Si les évêques allemands
niaient formellement la validité du 6e et du 9e commandement, ils
tomberaientipso facto dans l’hérésie. Ils ne nient pas la doctrine, mais
ils proposent de modifier la praxis pastorale. Et ils le font au nom du concile
Vatican II, qui a affirmé le primat de la pastorale sur la doctrine. Mais si la
praxis contredit de fait la doctrine, si elle a un impact inexorable sur elle,
elle produit son altération, elle la transforme non par voie dogmatique, d’en
haut, mais par voie factuelle, d’en bas.
Le rapport du cardinal Kasper
C’est ce qu’a proposé de faire
le cardinal Kasper dans son rapport introductif au Consistoire extraordinaire
sur la famille du 20 février[2]. (…) Les idées du cardinal Kasper ne sont pas
celles de tous les cardinaux. Certains l’ont critiqué et continueront de le
critiquer avec fermeté apostolique[3]. Mais ces idées font maintenant partie de
la dialectique interne à l’Eglise, qui semble réduite à un parlement d’opinions
différentes. De ce point de vue, Kasper a déjà gagné sa bataille. Le seul fait
qu’en ouvrant par son rapport le Consistoire des cardinaux, qui est l’organe consultatif
suprême de l’Eglise, et en parlant en quelque sorte au nom du pape, il ait pu
exposer sa thèse, est une extraordinaire victoire de son camp. Même si sa
position doit rester pour le moment minoritaire, une large masse de catholiques
en tirera un prétexte pour persister dans une façon de vivre qui abandonne la
tradition de vie de l’Eglise, pour s’immerger dans le monde sécularisé de notre
temps. S’opposer à ce processus de sécularisation signifie christianiser la
société. Soit l’Eglise change le monde, soit c’est le monde qui change
l’Eglise. Soit l’Eglise christianise le monde, soit c’est le monde qui
sécularise l’Eglise.
La mondanisation de l’Eglise
n’est pas autre chose que sa sécularisation, c’est-à-dire la perte de la
sacralité qui lui est inhérente. Mais si le Christianisme se subordonne au
sécularisme, il doit reléguer au second plan sa dimension surnaturelle, et il
perd son âme et son identité. Il devient quelque chose d’autre, il se sépare de
lui-même, et cette scission est proprement un schisme.

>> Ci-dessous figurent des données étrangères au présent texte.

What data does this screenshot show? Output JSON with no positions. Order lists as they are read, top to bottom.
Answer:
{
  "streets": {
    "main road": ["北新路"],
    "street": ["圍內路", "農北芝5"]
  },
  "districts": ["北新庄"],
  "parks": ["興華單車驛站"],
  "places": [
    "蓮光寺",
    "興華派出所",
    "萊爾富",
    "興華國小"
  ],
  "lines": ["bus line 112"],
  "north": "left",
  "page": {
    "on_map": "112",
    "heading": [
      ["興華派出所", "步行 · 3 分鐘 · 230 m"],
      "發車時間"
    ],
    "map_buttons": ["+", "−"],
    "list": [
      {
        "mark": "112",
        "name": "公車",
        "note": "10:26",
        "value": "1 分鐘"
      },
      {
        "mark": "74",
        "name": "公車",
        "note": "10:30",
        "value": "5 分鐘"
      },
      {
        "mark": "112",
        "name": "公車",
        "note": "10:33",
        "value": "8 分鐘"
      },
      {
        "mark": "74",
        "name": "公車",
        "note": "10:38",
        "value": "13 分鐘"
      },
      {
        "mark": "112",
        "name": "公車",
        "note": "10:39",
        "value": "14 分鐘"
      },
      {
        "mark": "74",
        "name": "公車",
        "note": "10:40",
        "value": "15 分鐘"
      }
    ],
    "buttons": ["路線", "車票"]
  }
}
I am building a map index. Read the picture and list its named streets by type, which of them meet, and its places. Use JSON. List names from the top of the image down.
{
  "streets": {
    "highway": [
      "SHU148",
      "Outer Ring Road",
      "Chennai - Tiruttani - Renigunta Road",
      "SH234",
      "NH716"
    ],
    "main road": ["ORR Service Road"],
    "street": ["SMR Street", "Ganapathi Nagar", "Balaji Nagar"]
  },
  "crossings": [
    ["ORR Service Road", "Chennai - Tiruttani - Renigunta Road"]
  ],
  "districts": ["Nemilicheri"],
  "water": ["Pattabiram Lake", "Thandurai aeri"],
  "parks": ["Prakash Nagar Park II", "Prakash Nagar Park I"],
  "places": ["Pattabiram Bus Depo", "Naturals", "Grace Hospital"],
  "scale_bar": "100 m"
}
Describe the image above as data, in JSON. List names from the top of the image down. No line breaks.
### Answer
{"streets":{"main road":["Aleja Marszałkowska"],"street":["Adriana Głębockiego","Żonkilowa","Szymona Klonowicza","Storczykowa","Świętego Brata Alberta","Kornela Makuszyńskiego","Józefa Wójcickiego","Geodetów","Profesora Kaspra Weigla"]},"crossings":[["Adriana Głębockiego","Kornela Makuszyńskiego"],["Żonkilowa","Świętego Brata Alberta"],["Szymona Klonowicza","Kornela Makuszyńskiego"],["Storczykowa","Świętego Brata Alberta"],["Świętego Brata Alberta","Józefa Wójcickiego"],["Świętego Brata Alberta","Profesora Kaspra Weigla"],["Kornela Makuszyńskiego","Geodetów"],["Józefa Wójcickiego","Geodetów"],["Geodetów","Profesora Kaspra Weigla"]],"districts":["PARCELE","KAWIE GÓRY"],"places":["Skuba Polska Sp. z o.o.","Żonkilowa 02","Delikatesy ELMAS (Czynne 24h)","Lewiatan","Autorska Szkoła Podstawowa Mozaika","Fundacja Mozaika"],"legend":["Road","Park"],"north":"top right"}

Du schisme latent au schisme
manifeste
Répondons à la question dont
nous sommes partis : sommes-nous à la veille d’un schisme dans
l’Eglise ?
Ma réponse est : nous ne
sommes pas à la veille d’un schisme, nous sommes dans le schisme, nous y sommes
plongés, parce que l’Eglise est partagée, elle est fragmentée non pas en deux
camps, mais en une pluralité de courants différents et divergents. Il suffit de
penser à cette Eglise dans l’Eglise que sont les
« néocatéchuménaux », avec une liturgie qui est techniquement
schismatique, parce que séparée du rite ordinaire et extraordinaire de l’Eglise
catholique.
Au sein de l’unique Eglise,
cohabitent désormais des idées et des praxis différentes et opposées. Le
schisme n’a pas encore été formalisé, mais les schismes et les hérésies, même
non notifiés, même non officiels, sont réels. Ce schisme latent, rampant, mais
réel, est destiné à exploser tôt ou tard dans toute sa virulence. L’idée de
l’éviter en mettant dans un même « contenant » des courants opposés,
de Nous sommes Eglise à la Fraternité Saint-Pie X, est illusoire,
parce que deux religions ne peuvent pas cohabiter à l’intérieur du même corps
ecclésial. (…)
Mais nous savons que,
précisément parce que l’Eglise est une institution visible, il faut toujours
faire la distinction entre l’Eglise et les hommes d’Eglise : l’Eglise est
toujours visible, infaillible et indéfectible, immaculée, dans la foi et dans
la morale ; les hommes d’Eglise ne sont pas tous et ne sont pas toujours
impeccables ni infaillibles. Même le pape peut être respectueusement critiqué.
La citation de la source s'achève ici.